Maybe Father had a few moments in Purgatory he needed to “work off,” so God replaced his purgatorial fire with the warmth of being surrounded by those who love him; that way, he could enter Heaven right away, without a moment of separation from his beloved Jesus.
Maybe he needed to affect a few more lives—nurses, doctors, friends, family, homeschool moms and dads—in his final months. Maybe there was a little more wisdom he needed to impart to others.
For my part, in the past three months, I was blessed to become even better friends with Father. Those three months—and the conversations that took place in those months—mattered a great deal to me.
As many have observed, one of the things that modern society is missing is its reliance on the wisdom of the aged. We have silenced the elderly because we have silenced wisdom—or better put, we have turned a deaf ear to wisdom and the wise.
Fear of the Lord is the beginning of wisdom, and no one seems hurried to begin the process of wisdom. Father had that wisdom. And I’ll greatly miss those conversations. I’ll greatly miss him.
But while we’re saying Goodbye to Father, we can perhaps console ourselves with thinking about the Hellos that Father is likely making right now. I’d love to be a fly on the wall of Heaven when Father Constantine meets Saint Athanasius for the first time. I imagine it would go something like this.
Father Constantine: “Father Athanasius, I am so happy to meet you! (Holding up a copy of “On the Incarnation”) I am familiar with your work!”
Saint Athanasius: “Father Constantine, I am so happy to meet you! (Pointing to all those souls whom Father Constantine helped get to Heaven) I am familiar with yours.”
Father passed away on the first day of the new liturgical year in the Roman Rite—the first Sunday of Advent. He was a man famous for his long liturgies, and now he is off to take part in the eternal liturgy of Heaven.

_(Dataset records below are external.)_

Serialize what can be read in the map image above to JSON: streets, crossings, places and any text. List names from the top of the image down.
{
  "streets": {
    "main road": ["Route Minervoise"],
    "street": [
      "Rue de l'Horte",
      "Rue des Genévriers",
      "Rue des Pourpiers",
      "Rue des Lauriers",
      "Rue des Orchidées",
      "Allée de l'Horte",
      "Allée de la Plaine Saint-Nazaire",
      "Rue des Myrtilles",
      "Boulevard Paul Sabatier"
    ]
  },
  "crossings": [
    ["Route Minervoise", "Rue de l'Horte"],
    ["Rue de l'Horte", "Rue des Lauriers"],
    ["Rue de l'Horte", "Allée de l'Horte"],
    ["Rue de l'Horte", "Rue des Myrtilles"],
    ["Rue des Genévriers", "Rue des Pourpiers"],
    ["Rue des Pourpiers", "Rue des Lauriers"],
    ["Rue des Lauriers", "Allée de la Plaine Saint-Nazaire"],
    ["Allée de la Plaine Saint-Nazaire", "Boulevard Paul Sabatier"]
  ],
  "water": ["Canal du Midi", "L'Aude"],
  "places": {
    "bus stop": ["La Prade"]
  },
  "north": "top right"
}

For many years, he said the liturgical prayer with the hope to “mystically represent the Cherubim.” Now, Father Constantine can sing in the presence of the Cherubim. Now, he can mystically represent us.
Please pray for the soul of Father Constantine. I mention this for two reasons: first, it is the calling of Catholics to pray for their departed loved ones who may be in Purgatory, and second, if I failed to ask for your prayers for his soul, I could expect a rather stern talking-to by Father Constantine when I arrived at the pearly gates. Anything less would be out-of-character for him.
I’ll close with some wisdom of C. S. Lewis that Father Constantine would have appreciated, but perhaps never more so than right now. I have found these words very consoling, as Lewis explains that Christian friendships are not the things of accident, but of Providence. Lewis maintains that we don’t choose Christian friendships, but that God chooses them for us. And that friendship has been, and will continue to be, my honor.
“In friendship…we think we have chosen our peers. In reality a few years’ difference in the dates of our births, a few more miles between certain houses, the choice of one university instead of another…the accident of a topic being raised or not raised at a first meeting–any of these chances might have kept us apart. But, for a Christian, there are, strictly speaking no chances. A secret master of ceremonies has been at work. Christ, who said to the disciples, “Ye have not chosen me, but I have chosen you,” can truly say to every group of Christian friends, “Ye have not chosen one another but I have chosen you for one another.” The friendship is not a reward for our discriminating and good taste in finding one another out. It is the instrument by which God reveals to each of us the beauties of others.”